DESCRIPTION OF THE TASK: Within the listing below, the lines to output run from the one containing "text-align:center; line-height:1.15; -webkit-text-stroke:5px" through the one containing "padding:2px 4px; background:#fbf7ec;"; copy them exactly and nothing else.

━━━━━━━━━━━━━━━━

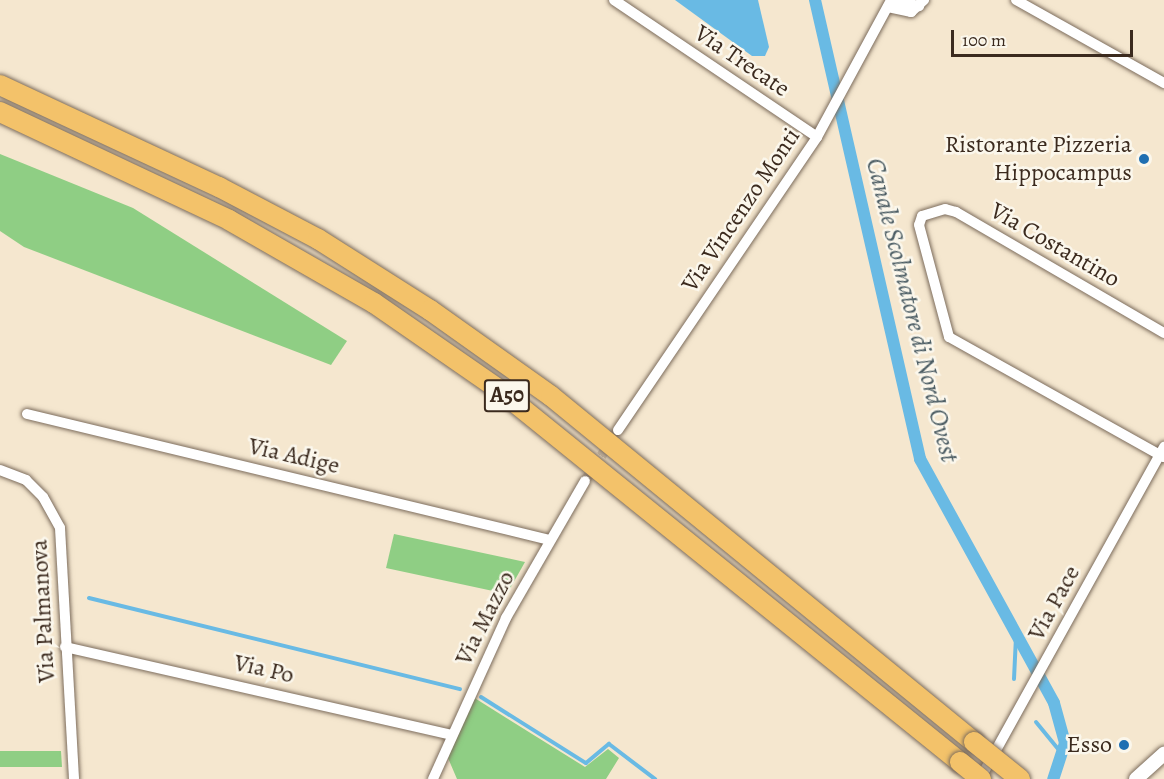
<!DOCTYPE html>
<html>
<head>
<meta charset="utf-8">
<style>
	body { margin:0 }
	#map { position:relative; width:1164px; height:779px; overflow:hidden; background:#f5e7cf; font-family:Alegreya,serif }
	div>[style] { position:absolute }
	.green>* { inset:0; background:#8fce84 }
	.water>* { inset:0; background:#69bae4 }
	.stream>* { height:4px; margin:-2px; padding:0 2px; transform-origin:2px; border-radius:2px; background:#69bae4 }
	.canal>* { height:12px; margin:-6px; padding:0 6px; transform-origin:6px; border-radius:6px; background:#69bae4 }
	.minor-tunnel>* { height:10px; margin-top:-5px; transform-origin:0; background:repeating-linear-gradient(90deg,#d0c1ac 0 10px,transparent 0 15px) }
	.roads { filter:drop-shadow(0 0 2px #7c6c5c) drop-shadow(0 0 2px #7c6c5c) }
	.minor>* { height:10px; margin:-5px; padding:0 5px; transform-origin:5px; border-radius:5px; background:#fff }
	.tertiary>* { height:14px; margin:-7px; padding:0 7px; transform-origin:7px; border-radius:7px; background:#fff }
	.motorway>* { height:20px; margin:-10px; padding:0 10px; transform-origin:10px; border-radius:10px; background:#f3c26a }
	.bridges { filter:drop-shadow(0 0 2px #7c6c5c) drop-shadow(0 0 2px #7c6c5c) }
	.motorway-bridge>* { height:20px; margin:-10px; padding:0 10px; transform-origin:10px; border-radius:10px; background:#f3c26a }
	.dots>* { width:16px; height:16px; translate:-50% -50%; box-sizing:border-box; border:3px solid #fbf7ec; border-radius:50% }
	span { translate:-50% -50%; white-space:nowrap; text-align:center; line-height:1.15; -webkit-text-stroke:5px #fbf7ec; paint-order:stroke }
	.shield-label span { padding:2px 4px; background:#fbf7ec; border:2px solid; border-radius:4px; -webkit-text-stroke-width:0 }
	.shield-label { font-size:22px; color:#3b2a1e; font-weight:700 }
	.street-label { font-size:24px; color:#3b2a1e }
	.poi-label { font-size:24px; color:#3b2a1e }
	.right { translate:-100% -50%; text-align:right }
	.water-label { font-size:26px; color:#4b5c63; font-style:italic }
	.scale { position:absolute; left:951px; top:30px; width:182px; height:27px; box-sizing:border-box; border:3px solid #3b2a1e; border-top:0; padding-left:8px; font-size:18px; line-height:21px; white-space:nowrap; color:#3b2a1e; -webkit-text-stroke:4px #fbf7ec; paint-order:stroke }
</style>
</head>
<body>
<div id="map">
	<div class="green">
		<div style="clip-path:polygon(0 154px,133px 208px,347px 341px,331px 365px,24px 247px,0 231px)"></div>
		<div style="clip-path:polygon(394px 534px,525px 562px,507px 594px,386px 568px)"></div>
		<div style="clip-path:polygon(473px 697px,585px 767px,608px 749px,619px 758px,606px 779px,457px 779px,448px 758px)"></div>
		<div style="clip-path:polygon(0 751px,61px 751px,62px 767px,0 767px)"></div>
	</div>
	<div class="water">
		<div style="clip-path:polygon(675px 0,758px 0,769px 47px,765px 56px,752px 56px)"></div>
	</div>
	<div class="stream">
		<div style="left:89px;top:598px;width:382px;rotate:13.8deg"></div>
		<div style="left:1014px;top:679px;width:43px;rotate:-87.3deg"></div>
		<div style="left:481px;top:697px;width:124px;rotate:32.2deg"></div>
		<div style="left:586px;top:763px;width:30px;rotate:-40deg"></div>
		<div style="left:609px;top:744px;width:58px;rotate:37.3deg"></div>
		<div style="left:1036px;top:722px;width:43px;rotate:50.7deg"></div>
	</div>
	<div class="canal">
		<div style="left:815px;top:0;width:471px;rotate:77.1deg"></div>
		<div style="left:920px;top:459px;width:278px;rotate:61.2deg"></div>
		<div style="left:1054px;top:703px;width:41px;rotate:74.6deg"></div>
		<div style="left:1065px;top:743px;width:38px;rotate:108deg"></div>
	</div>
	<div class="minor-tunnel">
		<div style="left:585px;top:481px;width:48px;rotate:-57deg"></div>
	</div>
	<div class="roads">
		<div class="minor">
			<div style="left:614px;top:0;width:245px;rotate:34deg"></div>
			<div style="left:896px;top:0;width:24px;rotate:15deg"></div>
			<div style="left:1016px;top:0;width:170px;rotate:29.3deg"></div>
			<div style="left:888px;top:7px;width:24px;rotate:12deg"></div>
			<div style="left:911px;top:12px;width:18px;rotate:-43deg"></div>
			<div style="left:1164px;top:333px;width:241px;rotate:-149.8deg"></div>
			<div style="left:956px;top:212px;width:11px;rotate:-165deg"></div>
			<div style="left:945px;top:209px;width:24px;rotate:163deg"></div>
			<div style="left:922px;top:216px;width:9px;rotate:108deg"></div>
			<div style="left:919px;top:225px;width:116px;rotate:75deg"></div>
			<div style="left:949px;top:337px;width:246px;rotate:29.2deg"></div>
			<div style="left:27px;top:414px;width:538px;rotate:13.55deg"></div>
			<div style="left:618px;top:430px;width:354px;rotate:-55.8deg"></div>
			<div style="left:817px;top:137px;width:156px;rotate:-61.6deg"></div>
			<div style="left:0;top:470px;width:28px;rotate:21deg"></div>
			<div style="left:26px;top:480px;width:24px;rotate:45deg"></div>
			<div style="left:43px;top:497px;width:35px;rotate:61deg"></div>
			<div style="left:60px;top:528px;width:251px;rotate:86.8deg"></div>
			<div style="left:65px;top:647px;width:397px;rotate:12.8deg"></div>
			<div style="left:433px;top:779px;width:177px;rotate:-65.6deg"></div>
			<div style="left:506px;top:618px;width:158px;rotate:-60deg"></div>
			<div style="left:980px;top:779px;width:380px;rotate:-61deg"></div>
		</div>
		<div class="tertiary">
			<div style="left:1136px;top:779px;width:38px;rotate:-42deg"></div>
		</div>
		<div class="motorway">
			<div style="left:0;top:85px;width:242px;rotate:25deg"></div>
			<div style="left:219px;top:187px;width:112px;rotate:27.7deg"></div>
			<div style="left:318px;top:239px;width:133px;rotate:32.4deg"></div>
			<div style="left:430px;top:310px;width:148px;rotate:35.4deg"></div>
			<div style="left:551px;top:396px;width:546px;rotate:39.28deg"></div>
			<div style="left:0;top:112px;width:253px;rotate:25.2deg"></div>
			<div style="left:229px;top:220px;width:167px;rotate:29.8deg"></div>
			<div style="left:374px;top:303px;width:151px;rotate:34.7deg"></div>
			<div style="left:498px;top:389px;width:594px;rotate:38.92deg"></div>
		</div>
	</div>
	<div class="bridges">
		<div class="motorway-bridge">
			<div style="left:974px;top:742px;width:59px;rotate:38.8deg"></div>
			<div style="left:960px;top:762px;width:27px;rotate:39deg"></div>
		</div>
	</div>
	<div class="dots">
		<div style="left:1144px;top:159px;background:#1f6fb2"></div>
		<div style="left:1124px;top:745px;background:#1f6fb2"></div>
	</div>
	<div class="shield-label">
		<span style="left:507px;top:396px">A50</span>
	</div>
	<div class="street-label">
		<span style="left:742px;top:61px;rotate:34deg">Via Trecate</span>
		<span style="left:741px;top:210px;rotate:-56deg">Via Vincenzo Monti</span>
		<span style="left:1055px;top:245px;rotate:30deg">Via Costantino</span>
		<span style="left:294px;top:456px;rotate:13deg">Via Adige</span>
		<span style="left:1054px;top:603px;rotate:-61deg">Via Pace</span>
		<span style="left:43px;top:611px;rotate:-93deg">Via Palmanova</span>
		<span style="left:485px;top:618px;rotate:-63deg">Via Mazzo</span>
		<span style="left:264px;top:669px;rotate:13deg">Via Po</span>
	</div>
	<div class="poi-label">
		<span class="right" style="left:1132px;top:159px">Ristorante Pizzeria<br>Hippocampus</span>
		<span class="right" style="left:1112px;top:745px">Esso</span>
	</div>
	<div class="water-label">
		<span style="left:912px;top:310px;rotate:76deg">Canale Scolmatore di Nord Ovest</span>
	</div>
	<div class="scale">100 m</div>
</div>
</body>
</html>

━━━━━━━━━━━━━━━━

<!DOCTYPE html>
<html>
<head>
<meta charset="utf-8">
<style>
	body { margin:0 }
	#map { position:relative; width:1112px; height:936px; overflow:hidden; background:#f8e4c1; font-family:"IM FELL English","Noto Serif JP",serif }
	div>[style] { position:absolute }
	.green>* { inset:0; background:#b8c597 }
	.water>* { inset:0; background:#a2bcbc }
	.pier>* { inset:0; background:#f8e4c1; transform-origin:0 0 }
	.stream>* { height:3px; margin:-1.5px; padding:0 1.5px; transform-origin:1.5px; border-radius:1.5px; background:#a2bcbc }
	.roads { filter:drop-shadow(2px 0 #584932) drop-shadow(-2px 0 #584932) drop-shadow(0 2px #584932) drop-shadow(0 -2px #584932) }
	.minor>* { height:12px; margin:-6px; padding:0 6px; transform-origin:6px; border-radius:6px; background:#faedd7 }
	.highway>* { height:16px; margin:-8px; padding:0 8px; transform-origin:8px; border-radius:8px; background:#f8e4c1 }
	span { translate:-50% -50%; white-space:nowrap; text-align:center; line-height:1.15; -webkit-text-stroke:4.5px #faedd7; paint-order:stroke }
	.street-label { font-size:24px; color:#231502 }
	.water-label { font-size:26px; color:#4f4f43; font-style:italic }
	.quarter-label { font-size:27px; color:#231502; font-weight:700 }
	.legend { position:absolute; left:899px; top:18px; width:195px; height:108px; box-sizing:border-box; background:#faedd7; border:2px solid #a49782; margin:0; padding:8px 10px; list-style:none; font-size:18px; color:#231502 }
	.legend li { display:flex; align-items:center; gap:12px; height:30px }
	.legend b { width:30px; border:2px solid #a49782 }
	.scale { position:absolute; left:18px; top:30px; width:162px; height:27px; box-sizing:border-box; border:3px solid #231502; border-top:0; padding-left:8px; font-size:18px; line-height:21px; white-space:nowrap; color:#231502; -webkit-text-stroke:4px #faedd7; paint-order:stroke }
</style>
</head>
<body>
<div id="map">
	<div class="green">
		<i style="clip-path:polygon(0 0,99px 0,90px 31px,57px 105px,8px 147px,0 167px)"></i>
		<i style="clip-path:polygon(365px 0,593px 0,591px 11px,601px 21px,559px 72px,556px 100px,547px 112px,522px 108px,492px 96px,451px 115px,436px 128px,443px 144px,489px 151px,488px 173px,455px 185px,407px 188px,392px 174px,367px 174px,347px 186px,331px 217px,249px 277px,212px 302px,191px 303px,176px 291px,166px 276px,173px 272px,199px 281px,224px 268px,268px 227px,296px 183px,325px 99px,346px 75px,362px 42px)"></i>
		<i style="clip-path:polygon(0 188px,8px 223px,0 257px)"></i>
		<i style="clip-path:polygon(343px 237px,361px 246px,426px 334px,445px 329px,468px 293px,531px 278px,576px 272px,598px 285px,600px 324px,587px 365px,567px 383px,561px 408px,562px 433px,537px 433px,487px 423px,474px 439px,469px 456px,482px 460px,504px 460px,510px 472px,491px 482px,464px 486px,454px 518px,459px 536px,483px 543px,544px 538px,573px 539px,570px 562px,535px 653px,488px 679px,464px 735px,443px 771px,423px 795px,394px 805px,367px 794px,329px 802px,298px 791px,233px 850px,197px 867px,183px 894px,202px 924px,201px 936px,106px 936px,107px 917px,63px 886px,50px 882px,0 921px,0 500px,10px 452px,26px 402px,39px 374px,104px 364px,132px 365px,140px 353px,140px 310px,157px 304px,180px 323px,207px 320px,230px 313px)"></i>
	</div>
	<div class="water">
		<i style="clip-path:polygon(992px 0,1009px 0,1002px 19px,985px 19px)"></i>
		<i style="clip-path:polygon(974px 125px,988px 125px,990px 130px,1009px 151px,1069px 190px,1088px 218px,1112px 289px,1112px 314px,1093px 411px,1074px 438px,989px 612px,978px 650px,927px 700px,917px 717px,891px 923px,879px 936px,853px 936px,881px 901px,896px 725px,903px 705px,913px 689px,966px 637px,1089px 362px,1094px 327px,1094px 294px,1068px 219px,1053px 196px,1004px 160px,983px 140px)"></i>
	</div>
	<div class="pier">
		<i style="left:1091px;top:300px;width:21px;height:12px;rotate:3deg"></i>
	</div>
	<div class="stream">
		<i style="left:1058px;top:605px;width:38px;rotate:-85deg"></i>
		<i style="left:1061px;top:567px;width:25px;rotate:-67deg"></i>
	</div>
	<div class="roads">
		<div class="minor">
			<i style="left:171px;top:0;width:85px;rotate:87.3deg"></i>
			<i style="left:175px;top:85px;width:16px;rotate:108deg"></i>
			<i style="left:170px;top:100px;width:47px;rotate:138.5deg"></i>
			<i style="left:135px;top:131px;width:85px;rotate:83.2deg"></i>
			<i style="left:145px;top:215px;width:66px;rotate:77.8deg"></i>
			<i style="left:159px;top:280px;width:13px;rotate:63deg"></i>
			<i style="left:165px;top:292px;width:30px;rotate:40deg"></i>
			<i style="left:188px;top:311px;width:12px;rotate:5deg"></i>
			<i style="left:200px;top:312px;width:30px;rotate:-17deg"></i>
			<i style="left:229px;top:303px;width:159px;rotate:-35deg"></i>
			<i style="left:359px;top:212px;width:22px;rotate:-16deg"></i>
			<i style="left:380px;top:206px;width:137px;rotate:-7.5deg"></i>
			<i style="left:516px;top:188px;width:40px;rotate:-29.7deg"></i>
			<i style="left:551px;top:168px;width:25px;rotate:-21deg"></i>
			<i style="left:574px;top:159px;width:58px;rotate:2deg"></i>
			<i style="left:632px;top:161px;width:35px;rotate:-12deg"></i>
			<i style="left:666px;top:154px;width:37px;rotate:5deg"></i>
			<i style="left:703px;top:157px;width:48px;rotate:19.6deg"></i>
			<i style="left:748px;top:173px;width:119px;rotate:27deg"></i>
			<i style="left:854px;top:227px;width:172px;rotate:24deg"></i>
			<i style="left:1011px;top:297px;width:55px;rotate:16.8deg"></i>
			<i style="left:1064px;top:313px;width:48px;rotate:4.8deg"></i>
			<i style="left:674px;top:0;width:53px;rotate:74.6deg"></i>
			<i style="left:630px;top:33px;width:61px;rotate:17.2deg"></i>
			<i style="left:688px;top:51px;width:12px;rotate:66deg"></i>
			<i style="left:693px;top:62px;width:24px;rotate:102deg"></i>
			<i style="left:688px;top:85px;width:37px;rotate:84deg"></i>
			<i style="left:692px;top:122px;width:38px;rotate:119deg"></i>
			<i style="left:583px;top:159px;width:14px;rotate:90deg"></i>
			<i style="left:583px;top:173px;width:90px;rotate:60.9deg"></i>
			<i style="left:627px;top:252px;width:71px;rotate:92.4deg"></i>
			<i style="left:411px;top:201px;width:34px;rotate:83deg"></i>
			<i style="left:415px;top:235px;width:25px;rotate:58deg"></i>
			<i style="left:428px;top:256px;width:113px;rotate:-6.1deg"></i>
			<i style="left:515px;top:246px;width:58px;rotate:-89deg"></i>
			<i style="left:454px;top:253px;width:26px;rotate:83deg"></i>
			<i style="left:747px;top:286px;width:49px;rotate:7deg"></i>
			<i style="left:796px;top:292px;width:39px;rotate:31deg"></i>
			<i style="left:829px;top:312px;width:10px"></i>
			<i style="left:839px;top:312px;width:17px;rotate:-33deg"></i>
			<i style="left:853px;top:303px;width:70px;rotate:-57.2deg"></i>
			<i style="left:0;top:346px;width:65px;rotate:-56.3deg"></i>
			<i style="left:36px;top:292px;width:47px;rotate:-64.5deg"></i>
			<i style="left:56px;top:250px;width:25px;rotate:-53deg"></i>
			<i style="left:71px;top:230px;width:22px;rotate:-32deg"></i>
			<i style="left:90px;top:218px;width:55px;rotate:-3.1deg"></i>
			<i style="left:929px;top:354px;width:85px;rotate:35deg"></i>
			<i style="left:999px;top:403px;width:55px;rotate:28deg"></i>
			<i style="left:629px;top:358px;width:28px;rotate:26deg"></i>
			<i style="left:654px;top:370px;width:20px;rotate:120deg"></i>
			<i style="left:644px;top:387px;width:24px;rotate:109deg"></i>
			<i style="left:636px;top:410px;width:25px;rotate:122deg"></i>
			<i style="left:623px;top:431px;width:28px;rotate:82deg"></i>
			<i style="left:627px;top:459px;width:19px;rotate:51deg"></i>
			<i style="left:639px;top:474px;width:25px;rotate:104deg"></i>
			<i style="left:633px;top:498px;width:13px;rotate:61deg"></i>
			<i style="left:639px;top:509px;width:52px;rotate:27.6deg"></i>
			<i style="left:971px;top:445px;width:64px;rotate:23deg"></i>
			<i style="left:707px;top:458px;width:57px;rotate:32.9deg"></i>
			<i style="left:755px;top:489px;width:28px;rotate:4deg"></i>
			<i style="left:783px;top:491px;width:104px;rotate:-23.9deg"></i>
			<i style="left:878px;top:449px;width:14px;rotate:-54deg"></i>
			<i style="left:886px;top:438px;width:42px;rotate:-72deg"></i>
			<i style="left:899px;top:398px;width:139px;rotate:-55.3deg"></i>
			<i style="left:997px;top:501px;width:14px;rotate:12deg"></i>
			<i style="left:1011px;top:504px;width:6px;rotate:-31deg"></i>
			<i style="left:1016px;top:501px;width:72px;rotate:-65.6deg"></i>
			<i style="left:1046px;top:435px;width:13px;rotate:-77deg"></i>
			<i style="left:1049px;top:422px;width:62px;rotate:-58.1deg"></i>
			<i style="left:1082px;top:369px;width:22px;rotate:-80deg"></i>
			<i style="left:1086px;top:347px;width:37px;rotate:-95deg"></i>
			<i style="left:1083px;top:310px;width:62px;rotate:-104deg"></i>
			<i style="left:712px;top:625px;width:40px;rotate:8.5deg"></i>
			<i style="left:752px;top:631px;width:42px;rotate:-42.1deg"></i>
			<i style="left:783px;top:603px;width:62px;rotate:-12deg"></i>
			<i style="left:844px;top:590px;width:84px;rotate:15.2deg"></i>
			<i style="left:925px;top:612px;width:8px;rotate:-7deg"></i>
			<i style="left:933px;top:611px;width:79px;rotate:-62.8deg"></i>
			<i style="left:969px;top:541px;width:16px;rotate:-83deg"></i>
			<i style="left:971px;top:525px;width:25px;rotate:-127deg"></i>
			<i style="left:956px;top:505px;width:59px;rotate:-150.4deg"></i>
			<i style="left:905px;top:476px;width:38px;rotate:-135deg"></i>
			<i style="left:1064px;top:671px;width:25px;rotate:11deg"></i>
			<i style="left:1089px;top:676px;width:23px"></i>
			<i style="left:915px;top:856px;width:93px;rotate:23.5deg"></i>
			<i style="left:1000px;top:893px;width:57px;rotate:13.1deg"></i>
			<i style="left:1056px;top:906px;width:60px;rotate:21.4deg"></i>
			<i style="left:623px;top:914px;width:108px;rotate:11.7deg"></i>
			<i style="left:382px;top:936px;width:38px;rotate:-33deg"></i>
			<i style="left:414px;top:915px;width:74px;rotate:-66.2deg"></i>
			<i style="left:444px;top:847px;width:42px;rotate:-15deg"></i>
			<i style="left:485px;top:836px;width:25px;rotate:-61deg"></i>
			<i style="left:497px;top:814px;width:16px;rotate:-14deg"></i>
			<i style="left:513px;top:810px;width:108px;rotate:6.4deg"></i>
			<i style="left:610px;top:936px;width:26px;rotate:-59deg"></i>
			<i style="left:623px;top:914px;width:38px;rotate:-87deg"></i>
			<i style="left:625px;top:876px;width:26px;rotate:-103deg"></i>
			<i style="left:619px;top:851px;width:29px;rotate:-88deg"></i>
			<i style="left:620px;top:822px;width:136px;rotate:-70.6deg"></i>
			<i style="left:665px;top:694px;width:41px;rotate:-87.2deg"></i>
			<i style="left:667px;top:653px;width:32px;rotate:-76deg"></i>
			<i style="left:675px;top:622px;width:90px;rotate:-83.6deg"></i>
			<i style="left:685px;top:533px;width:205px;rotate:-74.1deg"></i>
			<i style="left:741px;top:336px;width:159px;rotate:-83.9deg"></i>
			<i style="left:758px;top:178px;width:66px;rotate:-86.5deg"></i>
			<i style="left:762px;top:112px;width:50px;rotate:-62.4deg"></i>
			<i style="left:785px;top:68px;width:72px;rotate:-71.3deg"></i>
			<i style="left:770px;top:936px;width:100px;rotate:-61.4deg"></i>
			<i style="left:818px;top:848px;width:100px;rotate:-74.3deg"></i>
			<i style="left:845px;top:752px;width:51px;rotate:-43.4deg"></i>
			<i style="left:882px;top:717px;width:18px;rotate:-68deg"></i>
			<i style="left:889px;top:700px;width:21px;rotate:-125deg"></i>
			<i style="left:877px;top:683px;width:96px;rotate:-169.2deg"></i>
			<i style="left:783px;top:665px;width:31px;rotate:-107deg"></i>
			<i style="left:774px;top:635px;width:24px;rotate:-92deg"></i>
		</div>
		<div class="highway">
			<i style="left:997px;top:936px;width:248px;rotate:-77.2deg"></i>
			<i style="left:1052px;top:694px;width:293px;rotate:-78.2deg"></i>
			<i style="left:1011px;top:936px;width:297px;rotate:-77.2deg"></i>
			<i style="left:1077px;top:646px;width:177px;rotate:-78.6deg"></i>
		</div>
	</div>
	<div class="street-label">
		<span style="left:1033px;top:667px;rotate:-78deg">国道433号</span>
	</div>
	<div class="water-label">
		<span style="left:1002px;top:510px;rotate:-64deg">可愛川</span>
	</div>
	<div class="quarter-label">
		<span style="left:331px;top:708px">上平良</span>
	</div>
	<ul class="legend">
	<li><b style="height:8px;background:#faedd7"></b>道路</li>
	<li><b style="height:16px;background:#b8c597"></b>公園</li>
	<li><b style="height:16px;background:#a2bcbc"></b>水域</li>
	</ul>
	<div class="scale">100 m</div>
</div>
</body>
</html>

━━━━━━━━━━━━━━━━

COMPLETED EXERCISE:
	span { translate:-50% -50%; white-space:nowrap; text-align:center; line-height:1.15; -webkit-text-stroke:5px #fbf7ec; paint-order:stroke }
	.shield-label span { padding:2px 4px; background:#fbf7ec; border:2px solid; border-radius:4px; -webkit-text-stroke-width:0 }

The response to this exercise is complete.